Exercise aim :: The response should contain only those lines of the entries below that include the string "boxes".
─── Given entries
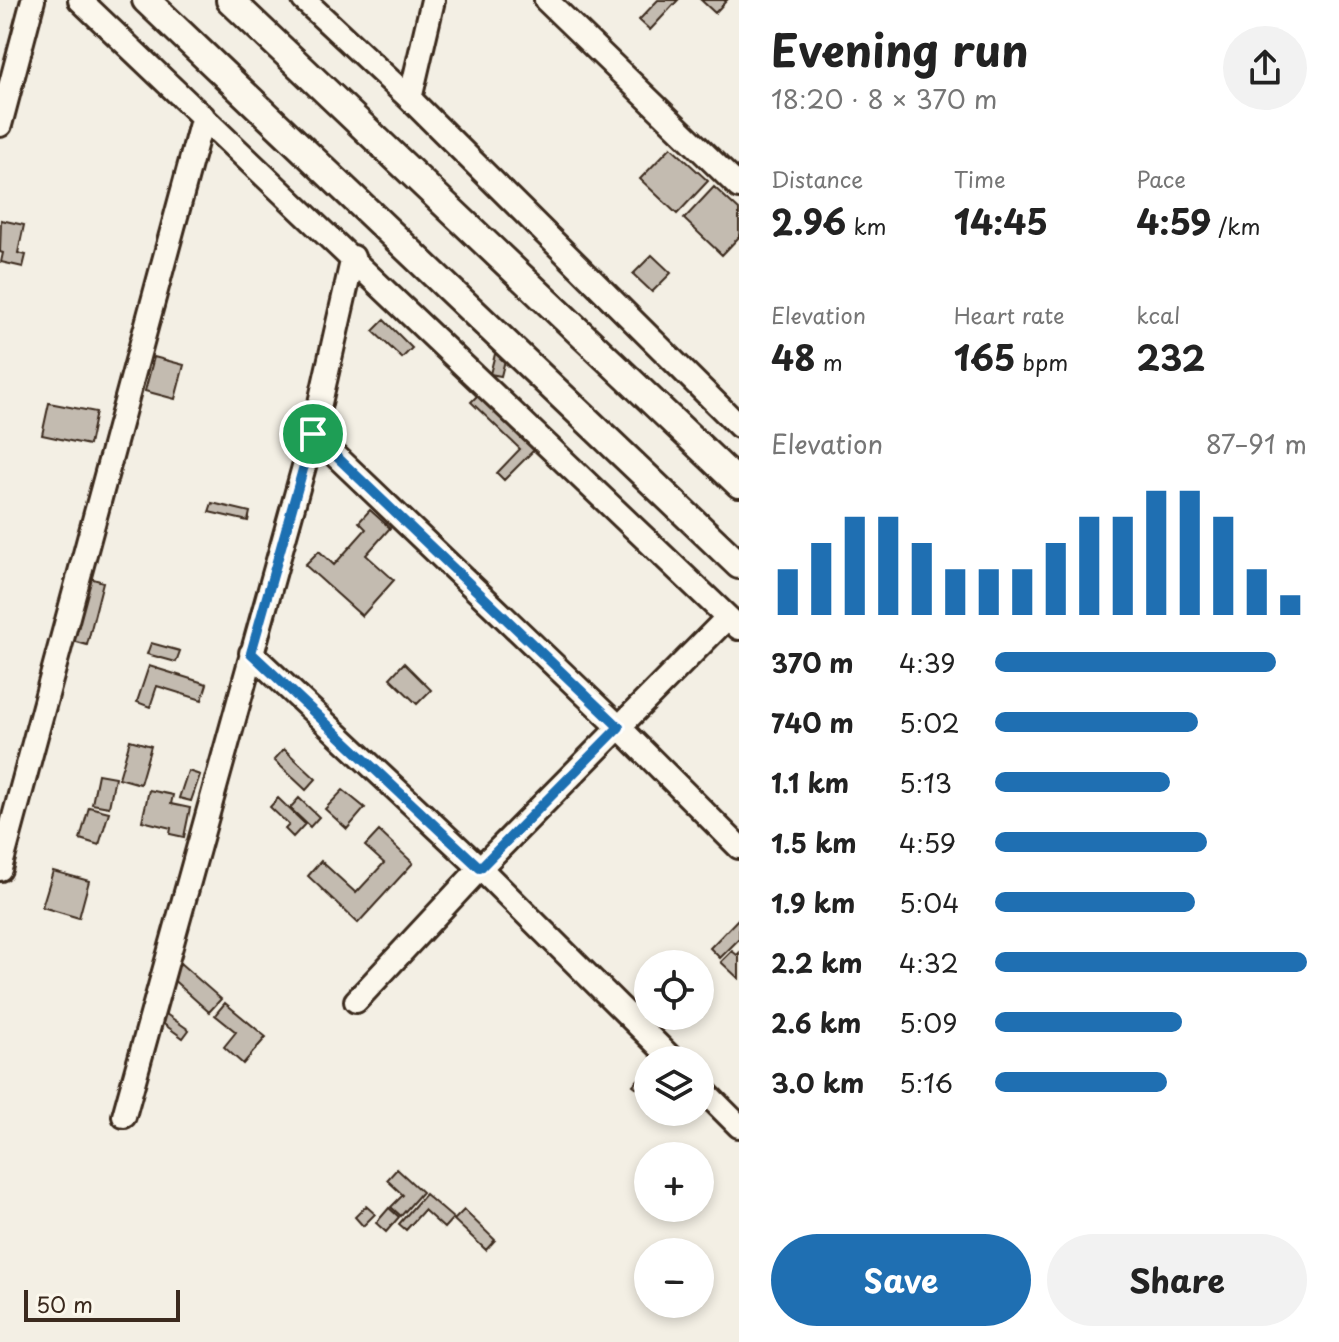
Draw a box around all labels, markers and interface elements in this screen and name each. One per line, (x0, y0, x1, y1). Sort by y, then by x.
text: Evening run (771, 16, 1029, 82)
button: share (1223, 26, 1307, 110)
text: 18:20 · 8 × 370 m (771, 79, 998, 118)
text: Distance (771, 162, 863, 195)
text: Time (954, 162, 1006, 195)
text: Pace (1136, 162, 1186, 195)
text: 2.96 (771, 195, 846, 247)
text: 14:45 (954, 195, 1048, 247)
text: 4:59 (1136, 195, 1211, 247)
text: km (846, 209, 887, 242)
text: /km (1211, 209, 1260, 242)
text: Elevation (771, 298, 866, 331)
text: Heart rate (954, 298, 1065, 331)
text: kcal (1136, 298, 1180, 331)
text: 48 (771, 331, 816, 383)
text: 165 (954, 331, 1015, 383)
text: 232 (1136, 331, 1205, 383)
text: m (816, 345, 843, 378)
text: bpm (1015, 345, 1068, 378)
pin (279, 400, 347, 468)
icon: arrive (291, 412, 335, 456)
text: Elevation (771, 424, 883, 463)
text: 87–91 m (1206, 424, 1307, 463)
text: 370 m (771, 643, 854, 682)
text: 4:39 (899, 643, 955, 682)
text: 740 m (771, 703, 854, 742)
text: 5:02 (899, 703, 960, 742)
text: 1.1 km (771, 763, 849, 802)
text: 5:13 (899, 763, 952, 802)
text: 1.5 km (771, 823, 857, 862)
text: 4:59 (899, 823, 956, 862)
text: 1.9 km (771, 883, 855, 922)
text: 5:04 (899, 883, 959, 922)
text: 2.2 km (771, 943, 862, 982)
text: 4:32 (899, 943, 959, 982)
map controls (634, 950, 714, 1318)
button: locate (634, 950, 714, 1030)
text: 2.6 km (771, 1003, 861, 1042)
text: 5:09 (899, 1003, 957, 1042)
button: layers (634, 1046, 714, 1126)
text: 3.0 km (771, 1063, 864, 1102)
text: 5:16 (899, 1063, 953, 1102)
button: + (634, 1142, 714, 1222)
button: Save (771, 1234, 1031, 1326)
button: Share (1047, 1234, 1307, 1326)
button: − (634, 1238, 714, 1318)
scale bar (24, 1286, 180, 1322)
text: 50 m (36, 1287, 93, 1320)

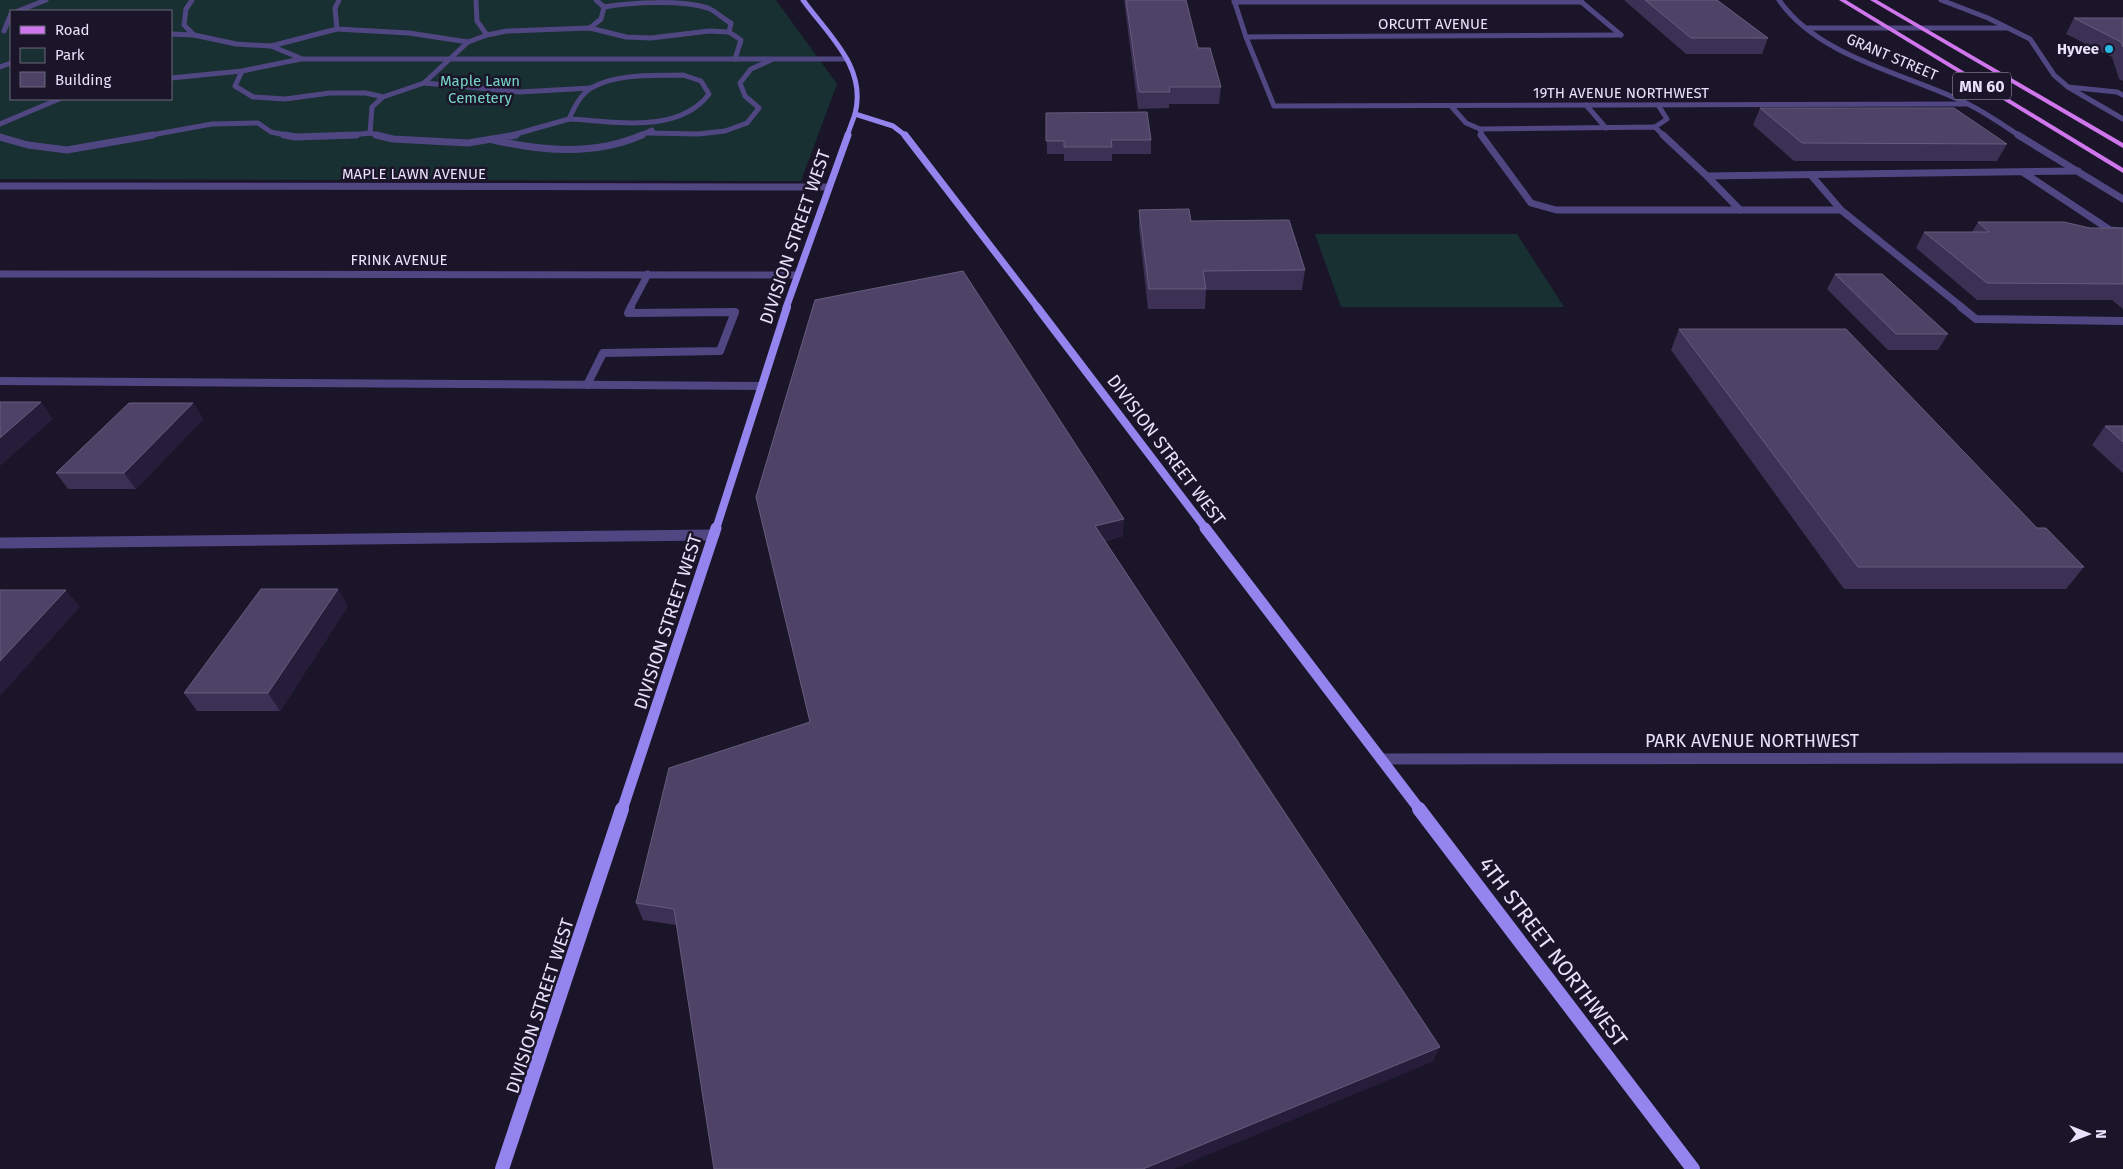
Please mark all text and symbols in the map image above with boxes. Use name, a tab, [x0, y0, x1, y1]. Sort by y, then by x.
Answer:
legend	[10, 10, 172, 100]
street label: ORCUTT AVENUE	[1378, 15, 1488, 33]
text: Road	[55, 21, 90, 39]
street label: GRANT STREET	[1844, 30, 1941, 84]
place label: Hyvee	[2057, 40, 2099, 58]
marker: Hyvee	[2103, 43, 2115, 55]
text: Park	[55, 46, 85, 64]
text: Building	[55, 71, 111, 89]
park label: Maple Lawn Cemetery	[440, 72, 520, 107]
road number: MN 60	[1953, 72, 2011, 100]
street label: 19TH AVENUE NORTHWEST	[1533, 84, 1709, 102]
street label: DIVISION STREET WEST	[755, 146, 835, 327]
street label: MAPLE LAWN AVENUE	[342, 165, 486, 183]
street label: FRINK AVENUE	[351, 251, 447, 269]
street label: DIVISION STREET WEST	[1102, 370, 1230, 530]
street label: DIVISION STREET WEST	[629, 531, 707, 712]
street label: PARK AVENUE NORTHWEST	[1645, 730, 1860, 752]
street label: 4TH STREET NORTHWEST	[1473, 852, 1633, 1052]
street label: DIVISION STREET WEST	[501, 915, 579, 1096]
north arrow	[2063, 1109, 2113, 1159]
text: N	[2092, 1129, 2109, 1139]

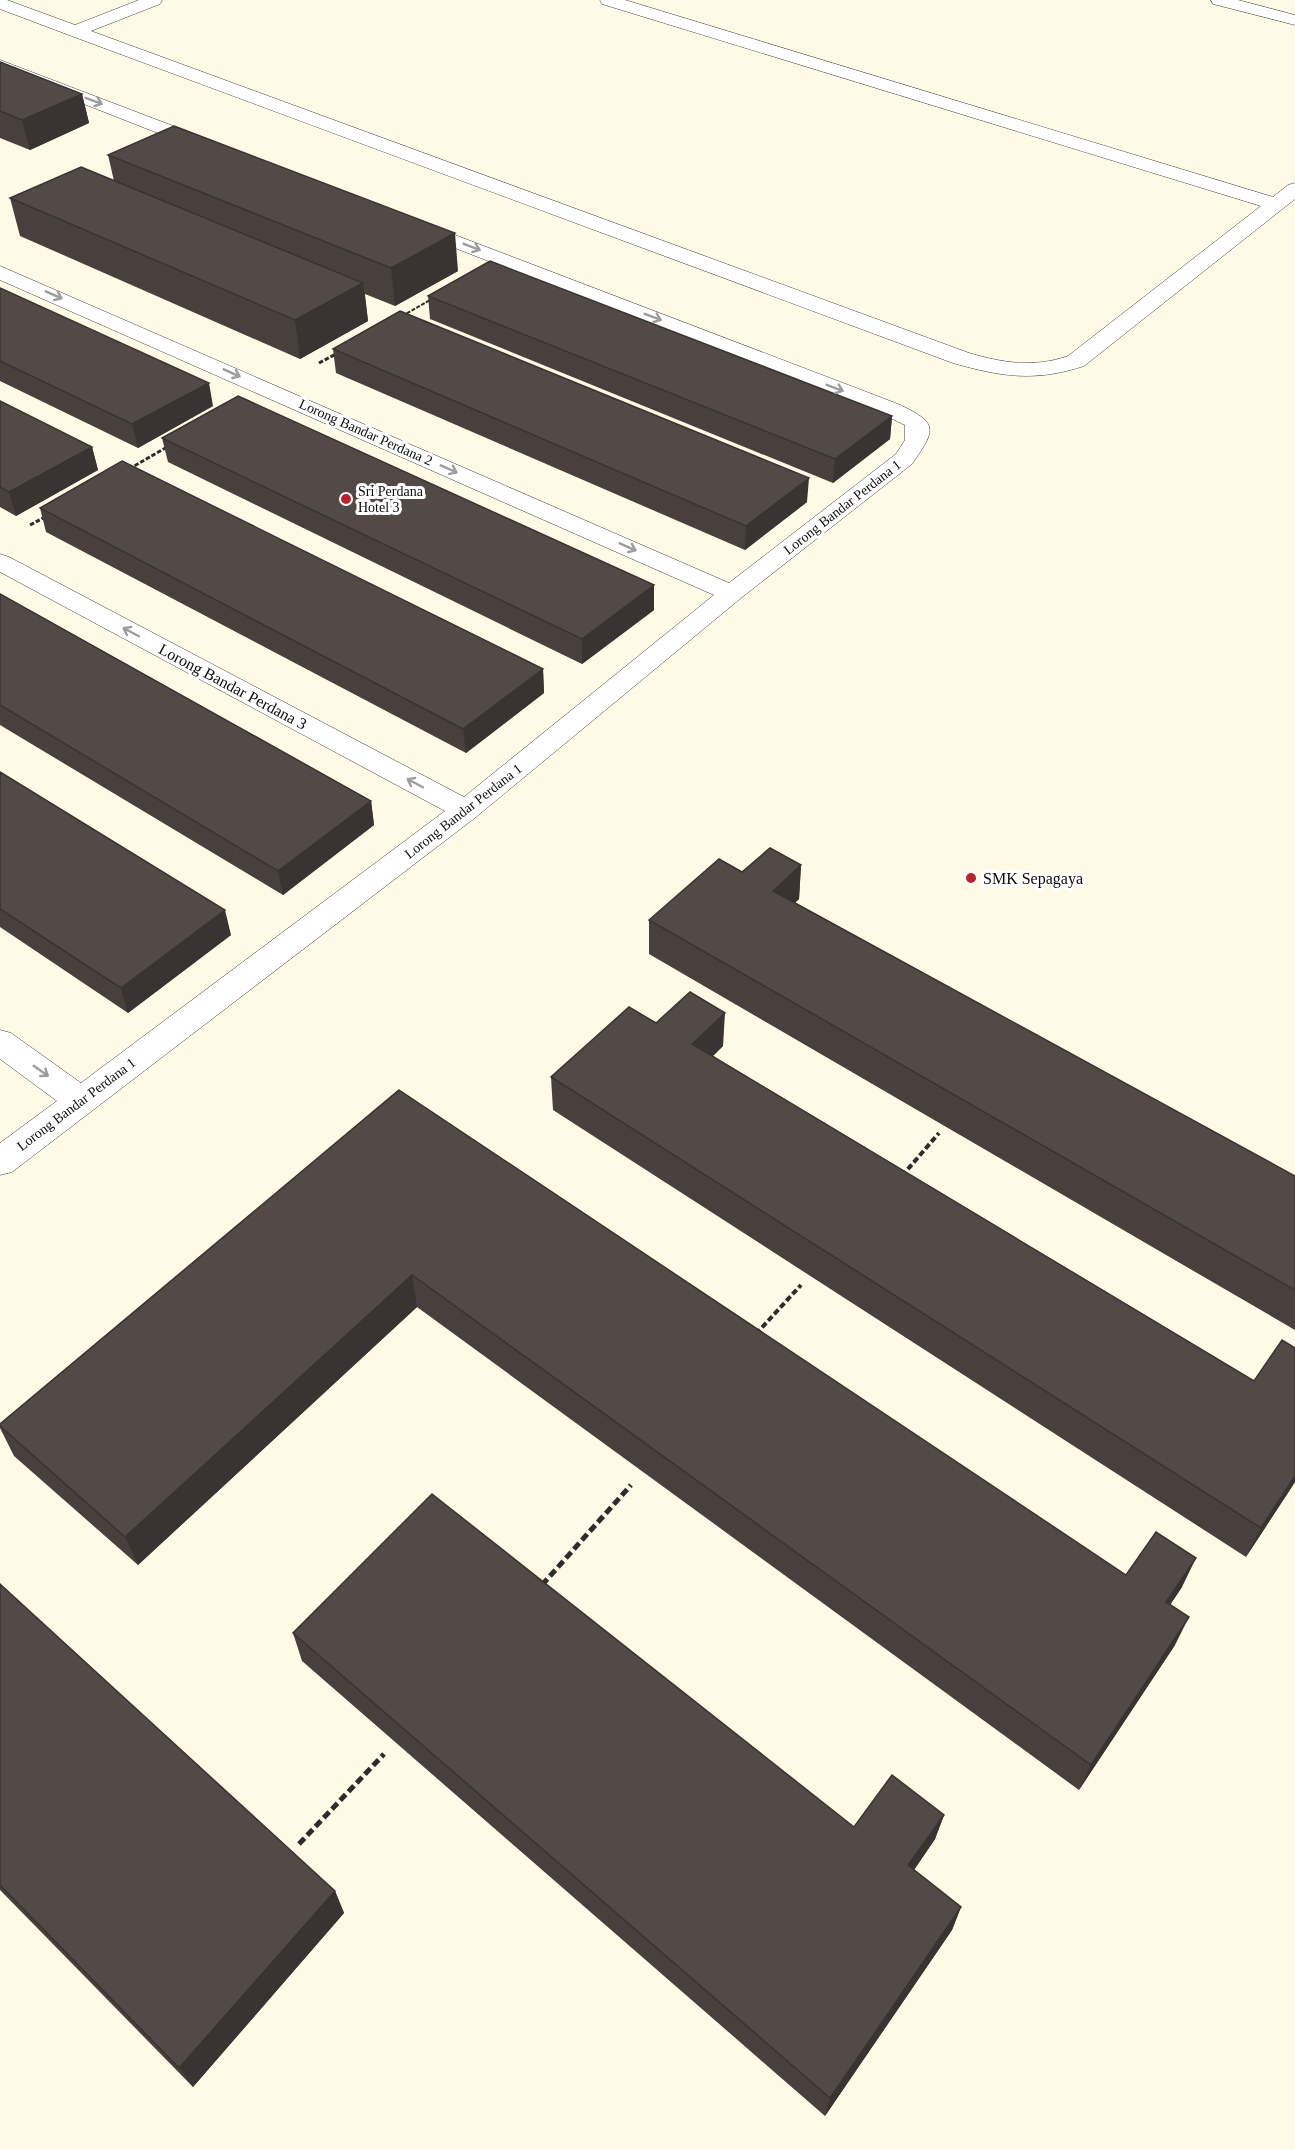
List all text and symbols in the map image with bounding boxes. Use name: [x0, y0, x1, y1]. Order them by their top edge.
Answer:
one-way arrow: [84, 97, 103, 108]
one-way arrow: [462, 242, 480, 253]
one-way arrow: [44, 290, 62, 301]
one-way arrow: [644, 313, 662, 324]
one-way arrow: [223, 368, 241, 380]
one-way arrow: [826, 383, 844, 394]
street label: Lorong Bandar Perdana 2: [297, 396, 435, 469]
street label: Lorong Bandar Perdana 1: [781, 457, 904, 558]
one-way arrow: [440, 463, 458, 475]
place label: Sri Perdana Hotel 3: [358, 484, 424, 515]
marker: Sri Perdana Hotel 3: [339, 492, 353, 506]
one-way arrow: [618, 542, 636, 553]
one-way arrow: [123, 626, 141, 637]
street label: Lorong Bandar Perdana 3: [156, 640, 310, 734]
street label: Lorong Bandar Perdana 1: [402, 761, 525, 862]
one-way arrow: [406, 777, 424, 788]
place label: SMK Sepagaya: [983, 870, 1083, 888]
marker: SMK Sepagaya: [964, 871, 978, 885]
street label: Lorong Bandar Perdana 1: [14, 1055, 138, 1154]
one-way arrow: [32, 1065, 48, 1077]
──────
Written response ::
Please mark all text and symbols in the map image above with boxes. Use name, a tab, [x0, y0, x1, y1]. Sort by y, then by x.
List all text and symbols in the map image with bounding boxes. Use name: [x0, y0, x1, y1]. Order them by their top edge.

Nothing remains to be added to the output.